## What to work on
In the listing below, lines with the string "stream" are to be counted; the number is the entire reply.

## Information given
==================================================

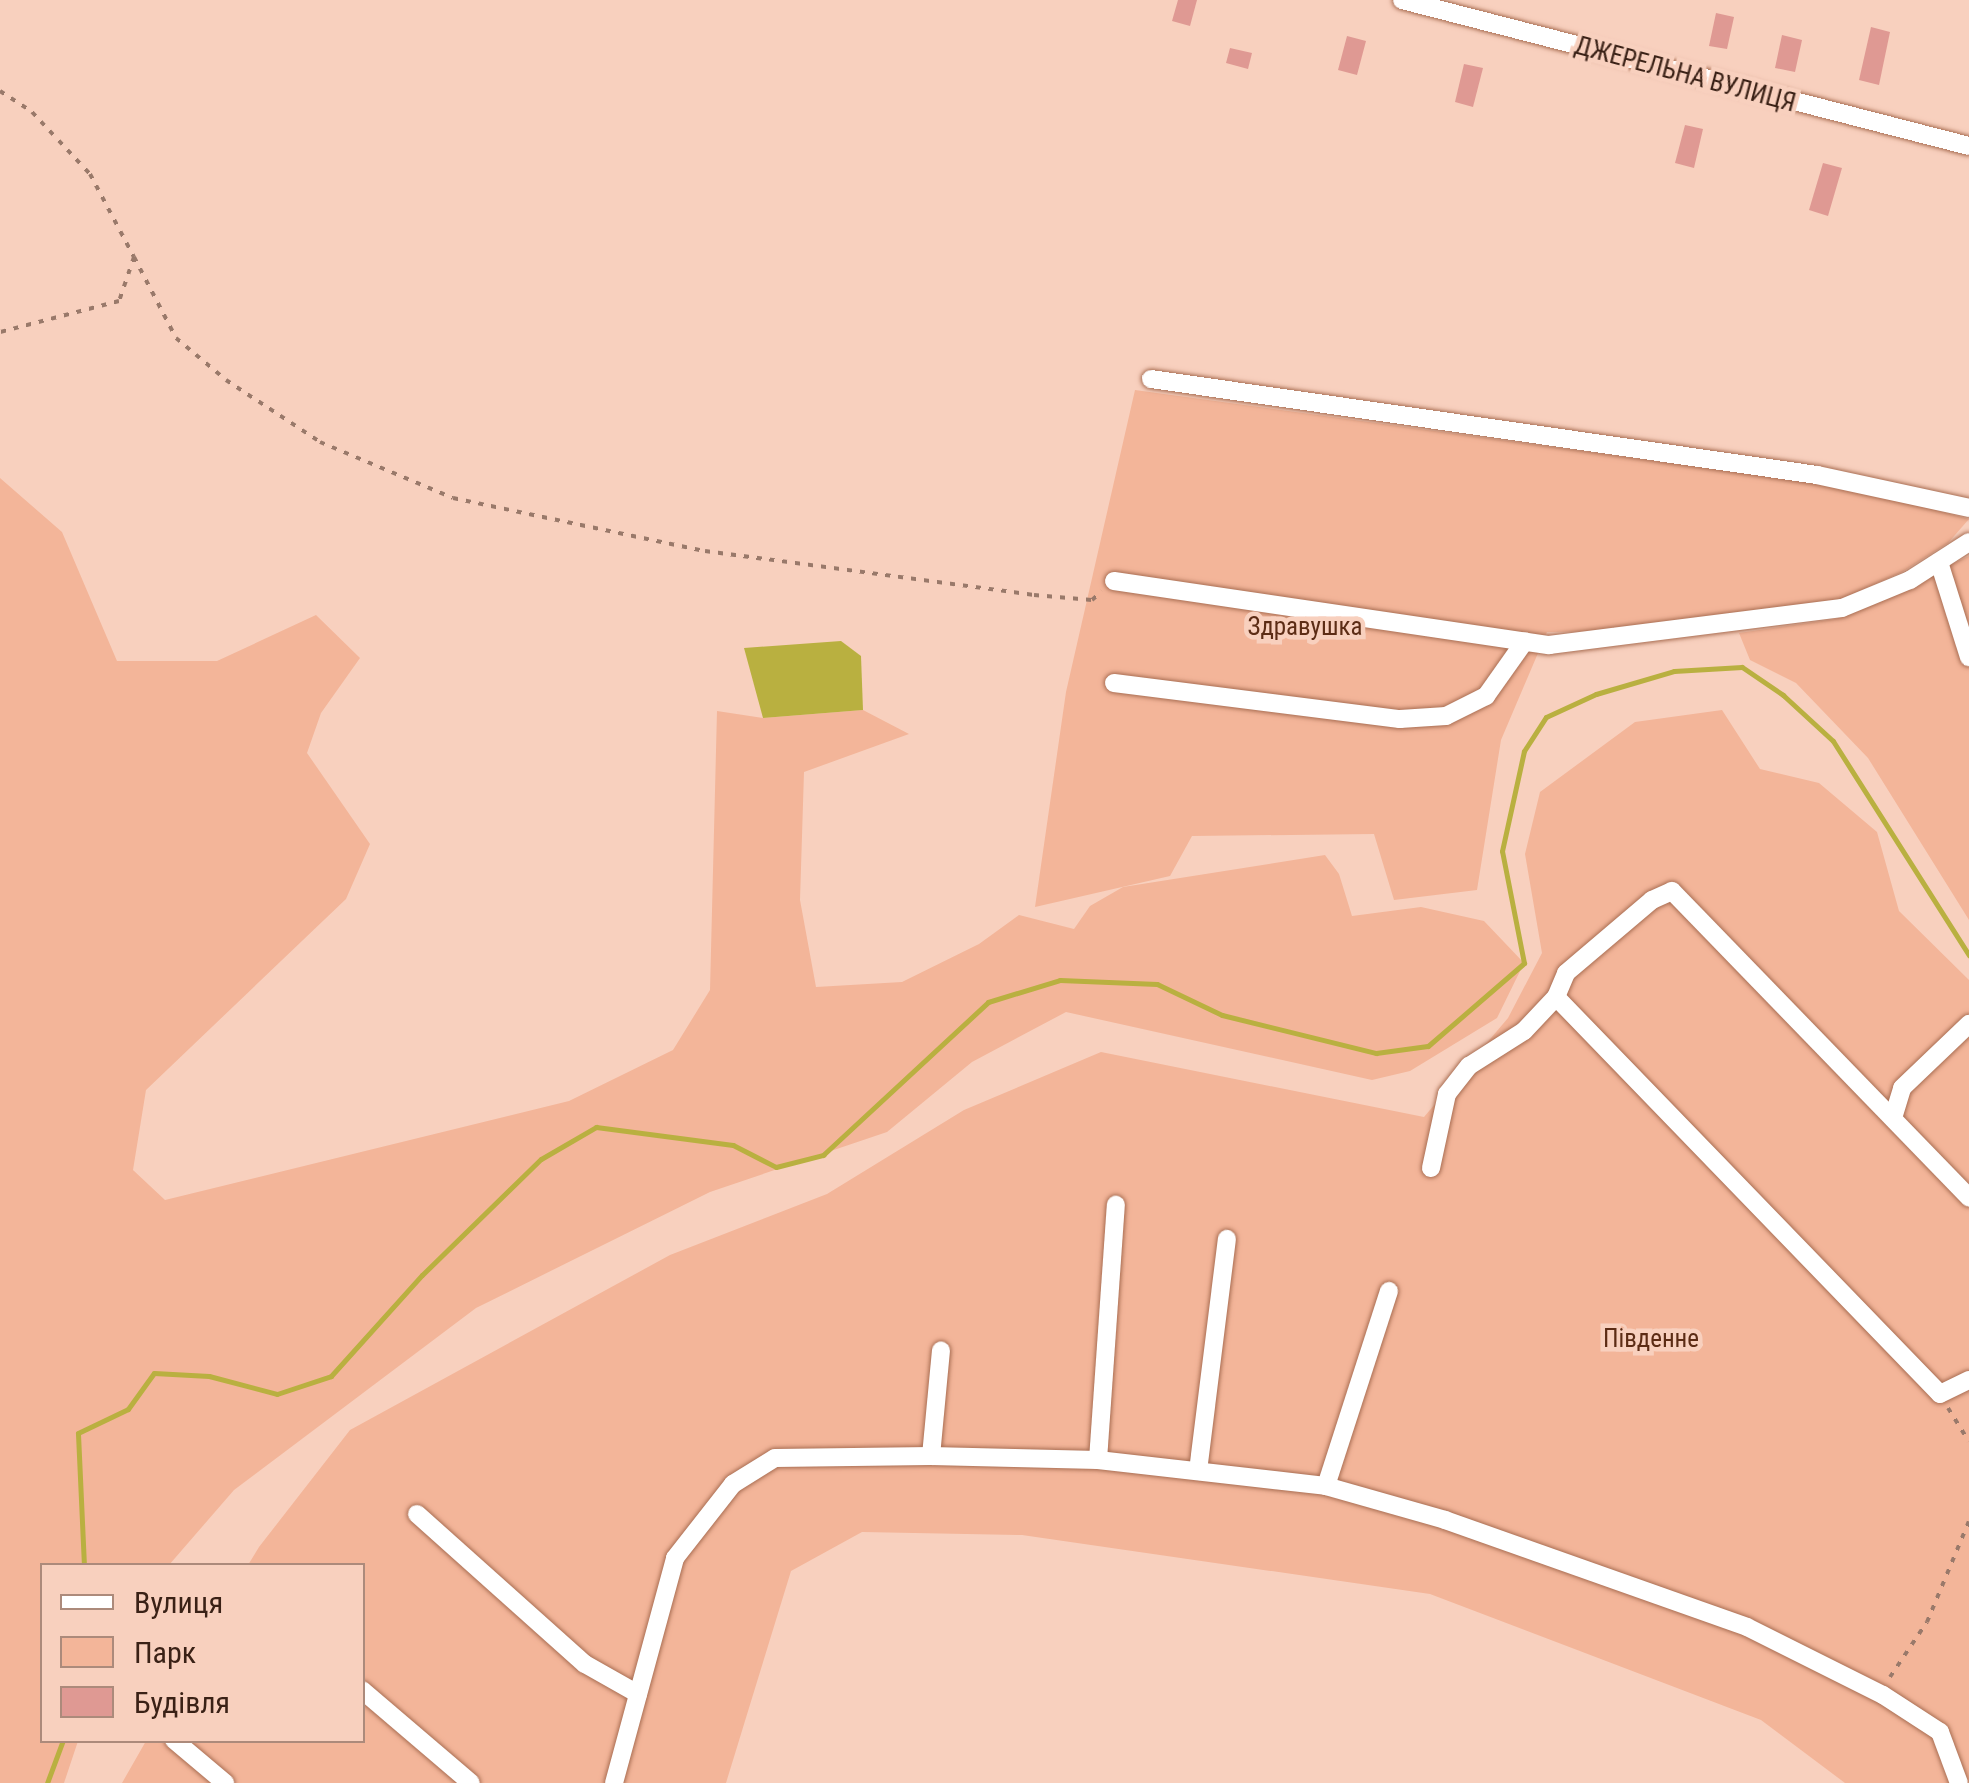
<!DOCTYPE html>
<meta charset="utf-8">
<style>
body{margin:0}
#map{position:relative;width:1969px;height:1783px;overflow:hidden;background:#f8d0be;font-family:"Roboto Condensed",sans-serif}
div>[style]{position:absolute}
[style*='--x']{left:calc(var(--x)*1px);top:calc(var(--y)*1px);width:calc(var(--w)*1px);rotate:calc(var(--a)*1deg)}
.green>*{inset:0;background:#f3b599}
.water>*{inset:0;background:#b9b040}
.stream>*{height:5px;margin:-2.5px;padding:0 2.5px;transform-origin:2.5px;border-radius:2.5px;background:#b9b040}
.building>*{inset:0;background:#df9993}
.path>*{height:4px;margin-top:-2px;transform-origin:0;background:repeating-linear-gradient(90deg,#99796a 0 5px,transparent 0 13px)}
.roads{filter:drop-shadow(0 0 2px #a96e53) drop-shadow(0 0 2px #a96e53)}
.minor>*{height:18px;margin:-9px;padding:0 9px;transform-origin:9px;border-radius:9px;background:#fff}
span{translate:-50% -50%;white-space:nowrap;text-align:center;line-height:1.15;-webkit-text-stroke:9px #f8d0be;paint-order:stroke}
.street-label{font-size:25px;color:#3a2116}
.park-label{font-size:25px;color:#5c2c15}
.legend{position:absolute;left:40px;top:1563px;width:325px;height:180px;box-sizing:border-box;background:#f8d0be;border:2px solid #ac8a7b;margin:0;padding:12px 18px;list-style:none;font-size:30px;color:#3a2116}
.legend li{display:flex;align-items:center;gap:20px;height:50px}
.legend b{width:50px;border:2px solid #ac8a7b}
</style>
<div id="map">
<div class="green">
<div style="clip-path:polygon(1135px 390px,1852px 488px,1969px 519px,1948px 543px,1902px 572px,1828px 605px,1618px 631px,1547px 632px,1501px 740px,1477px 890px,1394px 900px,1374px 834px,1192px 836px,1170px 876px,1035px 907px,1066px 692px)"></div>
<div style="clip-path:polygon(0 478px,62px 532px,117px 661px,217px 661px,316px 615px,360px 658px,321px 713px,307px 753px,370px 844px,346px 899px,146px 1090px,133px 1170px,165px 1200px,569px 1101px,673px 1050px,710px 990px,717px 711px,763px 718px,863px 710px,909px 734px,804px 772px,800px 900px,816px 987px,902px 982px,979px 944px,1019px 915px,1074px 929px,1090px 906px,1123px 887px,1325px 855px,1339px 874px,1352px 916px,1421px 907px,1484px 921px,1524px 963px,1497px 1018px,1410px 1071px,1372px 1080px,1066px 1012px,972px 1062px,887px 1132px,710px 1192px,476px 1308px,234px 1490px,169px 1565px,42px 1566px,42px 1740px,78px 1741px,64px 1783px,0 1783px)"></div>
<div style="clip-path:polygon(1969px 556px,1969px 920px,1868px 758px,1796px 683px,1750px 660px,1739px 633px,1836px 619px)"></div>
<div style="clip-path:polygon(1722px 710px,1760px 769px,1819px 783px,1877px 832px,1899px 911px,1969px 980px,1969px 1783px,1845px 1783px,1761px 1720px,1430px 1594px,1022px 1535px,862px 1532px,791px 1571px,726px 1783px,122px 1783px,146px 1741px,362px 1740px,362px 1566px,248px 1565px,259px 1547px,350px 1430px,670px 1255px,827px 1194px,964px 1110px,1101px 1052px,1424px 1117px,1508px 1018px,1542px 953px,1525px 854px,1540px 792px,1635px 722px)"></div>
</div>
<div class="water">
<div style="clip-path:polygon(841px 641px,861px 656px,863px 710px,763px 718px,744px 648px)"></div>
</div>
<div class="stream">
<div style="--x:84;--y:1566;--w:133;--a:-92.6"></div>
<div style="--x:78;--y:1433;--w:55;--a:-25.6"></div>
<div style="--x:128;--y:1409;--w:44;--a:-54.2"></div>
<div style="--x:154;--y:1373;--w:55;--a:3.1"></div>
<div style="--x:209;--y:1376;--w:70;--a:14.8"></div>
<div style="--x:277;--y:1394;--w:57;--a:-18.4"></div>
<div style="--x:331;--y:1376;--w:136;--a:-48"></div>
<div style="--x:422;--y:1275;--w:166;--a:-44.3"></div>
<div style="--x:541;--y:1159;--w:64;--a:-30.2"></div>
<div style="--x:596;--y:1127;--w:138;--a:7.5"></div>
<div style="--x:733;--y:1145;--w:48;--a:27.1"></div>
<div style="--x:776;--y:1167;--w:49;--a:-14.3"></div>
<div style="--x:823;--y:1155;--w:225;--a:-42.8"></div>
<div style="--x:988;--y:1002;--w:75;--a:-17"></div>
<div style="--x:1060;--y:980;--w:97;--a:2.4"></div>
<div style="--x:1157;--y:984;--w:72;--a:25.5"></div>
<div style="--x:1222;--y:1015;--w:159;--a:13.9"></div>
<div style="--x:1376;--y:1053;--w:52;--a:-7.7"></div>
<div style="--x:1428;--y:1046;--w:127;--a:-40.8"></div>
<div style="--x:1524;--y:963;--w:114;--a:-101.1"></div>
<div style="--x:1502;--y:851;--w:102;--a:-77.6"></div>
<div style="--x:1524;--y:751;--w:40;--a:-57.1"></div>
<div style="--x:1546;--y:717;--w:55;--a:-24.7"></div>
<div style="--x:1596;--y:694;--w:81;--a:-16.4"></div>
<div style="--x:1674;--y:671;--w:68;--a:-3.4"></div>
<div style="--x:1742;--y:667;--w:50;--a:34.3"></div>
<div style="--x:1783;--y:695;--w:68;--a:42.6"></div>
<div style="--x:1833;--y:741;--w:254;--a:57.6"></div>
<div style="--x:47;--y:1783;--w:46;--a:-69.6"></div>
</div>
<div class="building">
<div style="clip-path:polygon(1178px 0,1197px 0,1190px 26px,1172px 21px)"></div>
<div style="clip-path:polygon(1716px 13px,1734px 17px,1727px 49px,1709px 46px)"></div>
<div style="clip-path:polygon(1871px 27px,1890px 32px,1879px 85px,1859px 80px)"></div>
<div style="clip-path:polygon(1782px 35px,1802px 40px,1795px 72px,1775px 68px)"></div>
<div style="clip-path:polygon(1347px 36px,1366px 41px,1357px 75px,1338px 70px)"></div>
<div style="clip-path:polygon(1230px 48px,1252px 53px,1248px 69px,1226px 63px)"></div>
<div style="clip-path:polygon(1464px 64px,1483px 68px,1473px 107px,1455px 102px)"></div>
<div style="clip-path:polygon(1685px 125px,1703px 129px,1694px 168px,1675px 163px)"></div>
<div style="clip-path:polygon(1823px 163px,1842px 168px,1828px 216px,1809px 210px)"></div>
</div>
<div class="path">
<div style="--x:0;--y:91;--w:38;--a:33"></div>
<div style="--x:32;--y:112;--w:85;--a:46.9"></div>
<div style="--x:90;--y:174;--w:94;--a:62.1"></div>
<div style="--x:134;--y:257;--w:46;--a:108.8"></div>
<div style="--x:119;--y:301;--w:123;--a:165.4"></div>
<div style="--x:134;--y:257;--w:91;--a:62.6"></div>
<div style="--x:176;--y:338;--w:65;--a:40"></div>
<div style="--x:226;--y:380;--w:113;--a:33.4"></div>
<div style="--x:320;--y:442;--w:144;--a:22.8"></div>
<div style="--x:453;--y:498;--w:258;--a:11.9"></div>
<div style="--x:705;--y:551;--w:332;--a:7.6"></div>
<div style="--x:1034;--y:595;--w:58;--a:4.9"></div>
<div style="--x:1092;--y:600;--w:13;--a:-42"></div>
<div style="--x:1948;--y:1408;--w:39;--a:58"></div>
<div style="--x:1890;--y:1677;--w:66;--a:-56.1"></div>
<div style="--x:1927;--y:1622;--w:109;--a:-67.4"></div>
</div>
<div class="roads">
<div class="minor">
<div style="--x:1402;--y:0;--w:585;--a:14.44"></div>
<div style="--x:1151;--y:379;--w:673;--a:8.2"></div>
<div style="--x:1817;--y:475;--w:156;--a:12.2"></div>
<div style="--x:1939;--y:562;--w:100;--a:72.5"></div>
<div style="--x:1114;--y:581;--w:440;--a:8.4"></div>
<div style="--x:1549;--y:645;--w:295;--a:-7.2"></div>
<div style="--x:1842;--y:608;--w:74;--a:-22.4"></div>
<div style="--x:1910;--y:580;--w:70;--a:-32.8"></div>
<div style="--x:1114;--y:683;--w:288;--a:7.2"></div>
<div style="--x:1400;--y:719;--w:46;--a:-3.7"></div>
<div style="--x:1446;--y:716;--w:45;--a:-26.6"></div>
<div style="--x:1486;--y:696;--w:67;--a:-54.7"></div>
<div style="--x:1556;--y:997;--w:552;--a:45.95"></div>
<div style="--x:1940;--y:1394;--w:32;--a:-26"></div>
<div style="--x:1893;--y:1118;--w:31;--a:-73"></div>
<div style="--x:1902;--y:1088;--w:93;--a:-43.7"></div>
<div style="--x:1431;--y:1168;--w:76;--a:-77.8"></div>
<div style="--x:1447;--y:1094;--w:36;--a:-52"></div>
<div style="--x:1469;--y:1066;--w:65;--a:-32.5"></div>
<div style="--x:1524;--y:1031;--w:47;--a:-46.7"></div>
<div style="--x:1556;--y:997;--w:26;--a:-67"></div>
<div style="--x:1566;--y:973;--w:113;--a:-40.3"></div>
<div style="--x:1652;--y:900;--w:22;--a:-24"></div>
<div style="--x:1672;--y:891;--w:427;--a:45.9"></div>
<div style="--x:931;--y:1456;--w:106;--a:-84.6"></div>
<div style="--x:1098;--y:1460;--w:256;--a:-86"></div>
<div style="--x:1198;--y:1471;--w:234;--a:-82.9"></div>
<div style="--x:1326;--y:1486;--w:205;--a:-72.1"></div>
<div style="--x:417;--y:1514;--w:225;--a:41.8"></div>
<div style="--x:585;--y:1664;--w:61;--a:29.5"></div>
<div style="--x:362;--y:1690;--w:143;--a:40.5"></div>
<div style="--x:174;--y:1740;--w:67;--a:40.1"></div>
<div style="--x:614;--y:1783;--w:233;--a:-74.8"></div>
<div style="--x:675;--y:1558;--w:94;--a:-51.9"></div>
<div style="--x:733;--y:1484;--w:49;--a:-31.8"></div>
<div style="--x:775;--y:1458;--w:156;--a:-0.7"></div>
<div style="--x:931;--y:1456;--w:167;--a:1.4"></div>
<div style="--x:1098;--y:1460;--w:229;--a:6.5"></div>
<div style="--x:1326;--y:1486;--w:124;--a:15.9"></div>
<div style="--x:1445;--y:1520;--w:320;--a:19.5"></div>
<div style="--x:1747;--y:1627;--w:152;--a:26.6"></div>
<div style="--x:1883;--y:1695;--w:68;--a:33"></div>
<div style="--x:1940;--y:1732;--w:54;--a:69.6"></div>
</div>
</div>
<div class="street-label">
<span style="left:1685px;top:75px;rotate:15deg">ДЖЕРЕЛЬНА ВУЛИЦЯ</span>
</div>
<div class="park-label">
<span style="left:1305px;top:627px">Здравушка</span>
<span style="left:1651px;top:1339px">Південне</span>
</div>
<ul class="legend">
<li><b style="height:12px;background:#fff"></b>Вулиця</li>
<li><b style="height:28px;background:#f3b599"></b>Парк</li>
<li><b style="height:28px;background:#df9993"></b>Будівля</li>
</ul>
</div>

==================================================

## Task solution
2